空腹から視界に切り替える。目の前には右拳を戻し終え、けたたましく原動機を鳴らす漢がいた。

 

(なんや、ワイは踏み込んどったはず………!?

む、足にキとる?カウンターもらったんか!?)

 

身体の異常に数秒遅れて気づく。

 

『強引な右ストレートでティグレを突き放す!

っていうより、これは…まさか!?』

 

そして、襲来する理不尽への対応が遅れた。

 

先ほどの千堂をなぞるように、怯んだ隙にリカルドは荒々しく熱気を撒き散らして右ストレートを放った。咄嗟に左へダッキングした千堂を追う薙ぎ払い。崩れ、姿勢を立て直すのに一秒。千堂が戦線復帰するまでにリカルドの強引なワン・ツーが炸裂する。ロープに叩きつけられながら、脳みそが危険信号を全身に発信する。

体勢を立て直す暇はないが反撃しなければ敗北寸前で相手はリカルド・マルチネスだ生半可な威力は自らを破滅させるだけでリズムを逆手に動かなければリングに戻ることすら叶わない下手を打てば約束をなにもかも破ることに──────

 

「──────────────────」

 

身体が崩れ落ちる。息を潜める。いや、呼吸は忘れる。
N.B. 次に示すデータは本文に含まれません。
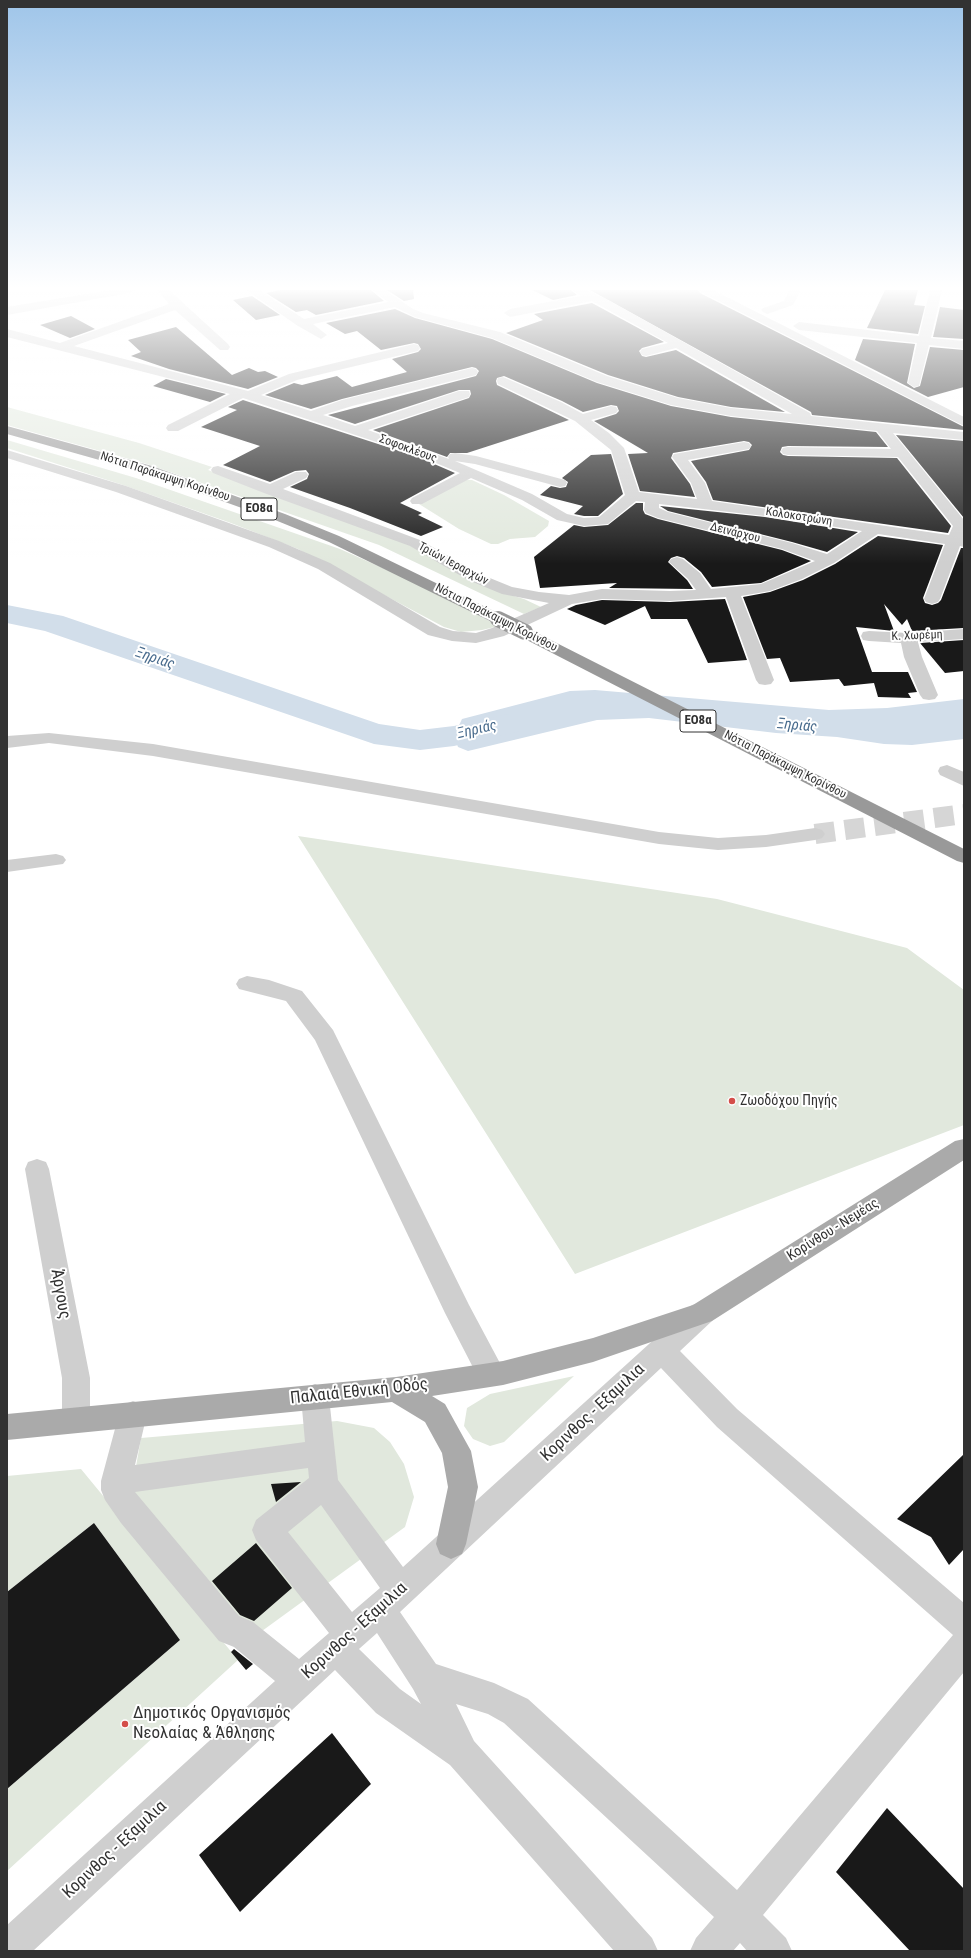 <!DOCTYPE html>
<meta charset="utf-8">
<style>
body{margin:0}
#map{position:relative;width:971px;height:1958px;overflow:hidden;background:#fff;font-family:"Roboto Condensed",sans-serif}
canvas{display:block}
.frame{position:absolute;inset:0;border:8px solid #323232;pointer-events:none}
</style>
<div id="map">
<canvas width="971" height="1958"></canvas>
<div class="frame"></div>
</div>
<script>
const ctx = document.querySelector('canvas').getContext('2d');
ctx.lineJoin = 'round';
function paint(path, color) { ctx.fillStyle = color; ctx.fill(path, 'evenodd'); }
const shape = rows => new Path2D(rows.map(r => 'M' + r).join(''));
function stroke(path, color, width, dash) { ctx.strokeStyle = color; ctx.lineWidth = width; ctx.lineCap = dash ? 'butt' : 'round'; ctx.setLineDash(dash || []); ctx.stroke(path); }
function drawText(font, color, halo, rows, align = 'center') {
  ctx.font = font + ' "Roboto Condensed",sans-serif'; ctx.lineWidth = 4; ctx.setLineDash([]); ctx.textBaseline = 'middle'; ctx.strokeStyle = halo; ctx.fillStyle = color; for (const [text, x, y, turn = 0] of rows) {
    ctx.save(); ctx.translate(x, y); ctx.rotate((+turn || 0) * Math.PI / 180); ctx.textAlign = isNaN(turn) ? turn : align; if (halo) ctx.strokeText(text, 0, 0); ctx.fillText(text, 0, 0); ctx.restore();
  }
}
const green = shape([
 [7,407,139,443,212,467,208,470,401,541,504,593,524,599,541,607,524,614,379,545,147,464,7,425],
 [7,440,136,478,340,549,423,586,499,626,482,630,461,632,444,627,298,549,231,523,120,484,7,448],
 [465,480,472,480,504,495,549,521,548,526,535,537,510,539,498,544,491,544,459,529,419,504],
 [298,836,717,899,907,948,964,990,964,1125,575,1274],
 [574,1376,504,1442,490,1446,473,1439,464,1426,467,1408,490,1394],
 [337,1421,374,1428,390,1442,404,1464,414,1497,405,1527,251,1639,131,1495,141,1438],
 [81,1469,238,1660,7,1871,7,1789,180,1640,94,1523,7,1592,7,1476]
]);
const water = shape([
 [595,690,829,710,887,708,964,699,964,739,912,745,884,744,837,737,776,733,649,718,597,720,468,751,458,747,454,736,462,719,570,691]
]);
const river = shape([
 [7,605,63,616,379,724,420,730,454,726,509,714,521,717,526,724,521,731,454,746,420,750,374,744,45,631,7,623,7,605]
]);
const building = shape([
 [281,290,371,290,384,301,316,315,307,310,296,312,266,293],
 [387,290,413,290,414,299,404,301],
 [532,290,571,290,577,295,553,300],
 [590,290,698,290,700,293,964,427,964,430,812,415,811,412],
 [885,290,918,290,914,305,925,306,918,334,867,328],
 [252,296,280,315,256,320,233,300],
 [592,303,664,342,642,348,639,351,642,356,646,357,676,350,785,412,731,407,678,397,608,375,506,333,543,320,534,314],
 [940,307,964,310,964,339,933,337],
 [395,309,415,318,492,339,597,383,671,406,731,417,876,432,888,447,788,446,782,447,780,452,783,455,788,456,897,458,951,526,948,533,713,500,706,482,691,461,749,450,752,445,749,442,744,441,673,453,671,458,690,484,695,497,640,491,628,454,648,453,594,421,616,414,619,411,617,406,611,405,583,412,562,401,504,376,497,378,496,381,497,385,569,420,467,453,450,453,447,457,373,430,469,398,471,394,470,390,459,390,355,424,328,415,476,376,479,371,476,368,472,367,342,399,311,409,265,395,294,383,302,385,337,376,352,387,407,372,392,359,418,352,421,349,418,344,414,343,381,350,357,331,345,334,326,323],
 [71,316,95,329,70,338,40,325],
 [176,327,232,375,249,368,258,372,265,371,278,377,248,389,169,369,131,356,141,352,128,340],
 [863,339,915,344,907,383,914,388,920,386,930,347,964,350,964,387,928,397,855,360],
 [166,379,226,394,210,402,153,386],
 [243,400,418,457,455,473,400,503,422,513,418,515,443,527,421,536,350,508,290,487,307,479,309,474,306,470,295,471,270,482,223,465,260,446,201,427,237,410,228,407],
 [896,435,964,441,964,518],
 [611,454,623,494,598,516,584,516,574,514,583,506,540,495,551,486,560,488,566,487,568,482,562,478,591,455],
 [636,503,643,503,643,510,645,514,658,519,782,550,811,561,761,583,712,587,701,572,684,558,677,556,671,558,668,562,687,580,693,589,609,588,617,583,540,588,534,557,574,525,584,527,608,525],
 [660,506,765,517,858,532,827,552,792,542,668,511],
 [878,536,943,545,923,598,925,603,932,605,938,603,941,600,961,548,964,548,964,628,912,631,907,619,902,625,884,604,894,631,856,627,872,672,908,672,917,692,908,693,911,698,878,697,874,683,844,686,839,679,790,682,780,658,767,659,743,597,770,592,803,580,835,564],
 [725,599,747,660,708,663,687,619,651,619,645,606,605,625,567,609,576,605,602,600,670,602],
 [964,640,964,671,945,673,920,643],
 [964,1454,964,1549,949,1565,931,1537,897,1519],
 [301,1482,276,1502,271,1484],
 [94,1523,180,1640,7,1789,7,1592],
 [256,1543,292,1588,254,1621,240,1615,212,1581],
 [234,1649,253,1664,246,1670,231,1652],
 [332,1733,371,1784,240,1912,199,1855],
 [887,1808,964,1889,964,1951,910,1951,836,1872]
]);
const minorTunnel = shape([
 [815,834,964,814]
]);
const minor = shape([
 [110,290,135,290,129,293,7,315,7,307,110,290],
 [157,290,169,290,228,344,230,347,228,350,220,350,175,310,74,346,248,391,289,374,414,344,418,345,420,348,418,351,297,380,261,395,311,411,342,400,472,368,476,369,478,372,476,375,352,406,323,415,355,426,459,391,469,391,470,394,469,397,368,430,449,459,448,457,450,454,455,453,476,456,565,480,567,483,565,486,560,487,475,464,455,461,532,494,567,514,584,518,599,517,625,495,611,450,575,421,498,384,497,381,498,378,503,377,561,402,583,414,611,406,616,407,618,410,616,413,591,420,609,433,624,448,639,492,697,499,691,483,672,457,674,454,744,442,749,443,751,446,749,449,688,460,705,483,712,501,949,535,953,526,898,457,788,455,783,454,781,451,783,448,788,447,891,449,877,431,731,416,671,405,597,382,492,338,415,317,395,307,313,324,327,335,321,339,298,326,246,290,259,290,304,319,388,302,372,290,385,290,413,309,423,313,500,332,607,376,678,398,731,408,792,414,676,348,646,356,642,355,640,352,642,349,668,343,592,301,510,317,504,313,510,309,581,296,572,290,587,290,610,301,810,413,811,416,964,432,964,440,893,433,964,520,964,547,960,546,940,599,938,602,932,604,926,602,924,599,945,544,878,534,834,563,802,579,770,591,741,596,774,680,771,684,765,685,759,684,756,680,726,597,670,601,602,599,572,604,504,636,476,643,452,641,428,635,318,569,269,547,116,492,7,458,7,450,126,486,279,541,330,563,440,627,453,631,476,633,492,628,549,603,502,594,468,580,410,546,264,493,213,473,211,470,213,467,218,466,270,484,296,472,306,472,308,475,306,478,283,489,420,540,480,574,512,587,539,592,569,595,602,589,670,591,696,590,688,579,669,562,671,559,677,557,683,559,700,573,711,589,761,584,815,561,782,549,658,518,646,513,644,510,645,502,636,501,608,524,584,526,557,520,522,500,471,478,422,504,412,504,410,501,412,498,460,473,419,456,243,398,178,431,168,431,166,428,168,425,230,394,7,337,7,329,60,343,169,304,157,290],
 [659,504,765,516,862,531,827,554,792,543,668,512,659,508,659,504],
 [699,290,713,290,964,417,964,426,701,292,699,290],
 [789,290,801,290,793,305,767,314,763,312,761,310,763,308,784,301,789,290],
 [930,290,942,290,931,338,964,341,964,349,929,345,919,386,914,387,908,383,917,343,799,330,793,326,799,322,919,336,930,290],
 [964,629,964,639,918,642,922,657,938,695,935,699,929,700,923,699,920,695,904,657,901,643,869,641,863,640,861,636,863,632,869,631,908,633,964,629],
 [49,733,153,744,659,832,718,838,766,835,815,828,822,830,825,834,822,838,815,840,766,847,718,850,659,844,153,756,49,743,7,748,7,736,49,733],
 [947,765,964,772,964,786,940,775,938,771,940,767,947,765],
 [56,854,63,856,66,860,63,864,7,872,7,860,56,854],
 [247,976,269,980,302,991,333,1030,469,1305,501,1365,505,1374,501,1383,491,1386,481,1383,445,1313,315,1040,286,1001,239,989,236,984,239,979,247,976],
 [37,1159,46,1162,49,1169,90,1378,90,1420,86,1429,76,1433,66,1429,62,1420,62,1378,25,1169,28,1162,37,1159],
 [702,1302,712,1305,716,1313,712,1321,680,1351,737,1409,964,1603,964,1672,763,1915,786,1938,792,1951,747,1951,740,1943,733,1951,690,1951,696,1938,714,1917,504,1723,488,1714,456,1704,474,1741,652,1938,658,1951,614,1951,450,1765,376,1713,335,1670,33,1951,7,1951,7,1925,275,1681,234,1647,219,1641,121,1523,105,1500,101,1490,101,1481,119,1414,123,1405,133,1401,143,1405,147,1414,135,1465,305,1442,301,1397,305,1388,315,1384,325,1388,329,1397,338,1480,403,1567,692,1305,702,1302],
 [661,1368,717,1427,953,1635,737,1890,528,1699,494,1683,436,1664,400,1612,661,1368],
 [308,1468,309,1478,256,1520,252,1530,256,1540,329,1633,299,1659,253,1622,239,1616,135,1492,308,1468],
 [321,1505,380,1588,352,1612,288,1532,321,1505],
 [377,1633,413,1689,421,1704,400,1689,359,1649,377,1633]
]);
const major = shape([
 [964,1139,964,1160,712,1321,593,1362,503,1385,432,1396,445,1404,466,1442,471,1451,478,1487,466,1544,462,1554,451,1559,440,1554,436,1544,448,1487,442,1453,425,1422,392,1402,7,1440,7,1414,396,1377,503,1361,593,1338,693,1305,955,1141,964,1139]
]);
const highway = shape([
 [7,426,152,466,285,514,339,536,504,616,506,619,504,622,498,624,492,622,329,542,275,520,142,472,7,434,7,426],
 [525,627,964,849,964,863,957,861,519,636,517,632,519,628,525,627]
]);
const highwayBridge = shape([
 [498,619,525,632]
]);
const markers = [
 [732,1101,4,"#d44e4a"],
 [125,1724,4,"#d44e4a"]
];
const farStreetnames = [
 ["Σοφοκλέους",408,449,20],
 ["Νότια Παράκαμψη Κορίνθου",165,477,18],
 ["Κολοκοτρώνη",799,517,9],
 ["Δεινάρχου",735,533,14],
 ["Τριών Ιεραρχών",453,564,28],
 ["Νότια Παράκαμψη Κορίνθου",496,618,27],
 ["Κ. Χωρέμη",917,636,-2],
 ["Νότια Παράκαμψη Κορίνθου",785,765,27]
];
const shields = [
 [259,509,36],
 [698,721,36]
];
const shieldNames = [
 ["ΕΟ8α",259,509],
 ["ΕΟ8α",698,721]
];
const poiNames = [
 ["Ζωοδόχου Πηγής",740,1101]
];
const streetNames = [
 ["Κορίνθου - Νεμέας",833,1230,-32]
];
const waterNames = [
 ["Ξηριάς",155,659,19],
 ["Ξηριάς",797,726,5],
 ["Ξηριάς",477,730,-13]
];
const nearStreetnames = [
 ["Άργους",60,1294,80],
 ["Παλαιά Εθνική Οδός",359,1392,-6],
 ["Κορινθος - Εξαμιλια",593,1413,-43],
 ["Κορινθος - Εξαμιλια",355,1631,-42],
 ["Κορινθος - Εξαμιλια",115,1850,-43]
];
const nearPoinames = [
 ["Δημοτικός Οργανισμός",133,1714],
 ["Νεολαίας & Άθλησης",133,1734]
];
paint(green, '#e1e8dd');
paint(water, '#d2deea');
paint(river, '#d2deea');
paint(building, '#191919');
stroke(minorTunnel, '#d6d6d6', 20, [20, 10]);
paint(minor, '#cfcfcf');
paint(major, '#aaa');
paint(highway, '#999');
stroke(highwayBridge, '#999', 16);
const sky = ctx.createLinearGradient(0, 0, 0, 564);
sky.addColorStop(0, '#9fc5e9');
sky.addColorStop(0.51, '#fff');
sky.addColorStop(1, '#ffffff00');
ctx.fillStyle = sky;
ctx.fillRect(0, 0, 971, 564);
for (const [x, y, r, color] of markers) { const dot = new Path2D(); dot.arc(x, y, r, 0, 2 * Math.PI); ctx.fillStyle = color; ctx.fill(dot); stroke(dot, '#fff', 1.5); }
drawText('12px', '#323232', '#fff', farStreetnames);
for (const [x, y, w] of shields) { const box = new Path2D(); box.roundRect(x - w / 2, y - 11, w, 22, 3); ctx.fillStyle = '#fff'; ctx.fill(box); stroke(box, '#323232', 1); }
drawText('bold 13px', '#323232', null, shieldNames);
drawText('14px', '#323232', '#fff', poiNames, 'left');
drawText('14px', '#323232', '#fff', streetNames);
drawText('italic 15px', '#486b8d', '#fff', waterNames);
drawText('17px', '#323232', '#fff', nearStreetnames);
drawText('17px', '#323232', '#fff', nearPoinames, 'left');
</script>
読まれては面倒だから、己の勘にまかせてコンマ数秒以内に来たる反撃に身を委ねた。

 

────リカルドが踏み込む。

 

───トドメを刺すために。

 

──-足が着地する直前、前のめりに右拳を放った。

 

前触れもなく打った右拳、リズムを取れないほどめちゃくちゃなタイミングで。軍神の身体は野生の狩りを上回り、外から無慈悲の左拳を打ち込んだ。

 

会場中から光が消える。

 

観客席から音が止んだ。

 

リングから微かな呼吸。

 

「せ、千堂っーーーーーーー!

起きろ、お前メキシコにホラ吹きに来たんか!?」

 

真空を切り裂く柳岡の発声。

リングを叩きつける衝撃に、ゆっくりと千堂は反応して起き上がる。

 

「はーーっ、ぁーーー……!」

 

10カウント経つ前にポージングを決めながら状況を飲み込む。

 

眼前で鎮座する軍神の本性。

最凶が待ち焦がれる世界がすぐそこにある。

 

「ほんま…………偉そうなツラ、似合うやんけ」

 

暴力(バイオレンス)が降り立つ。

絶滅危惧種の最期の望みに応える。

 

「君たちには敬意を表さずにはいられない」

 

無敗神話史上初の出来事は統一戦のみに留まらず。

 

第1ラウンド残り1分、観戦する者全てが息を呑んだ。

 

歴史上最強の統一戦が決着へと加速していく。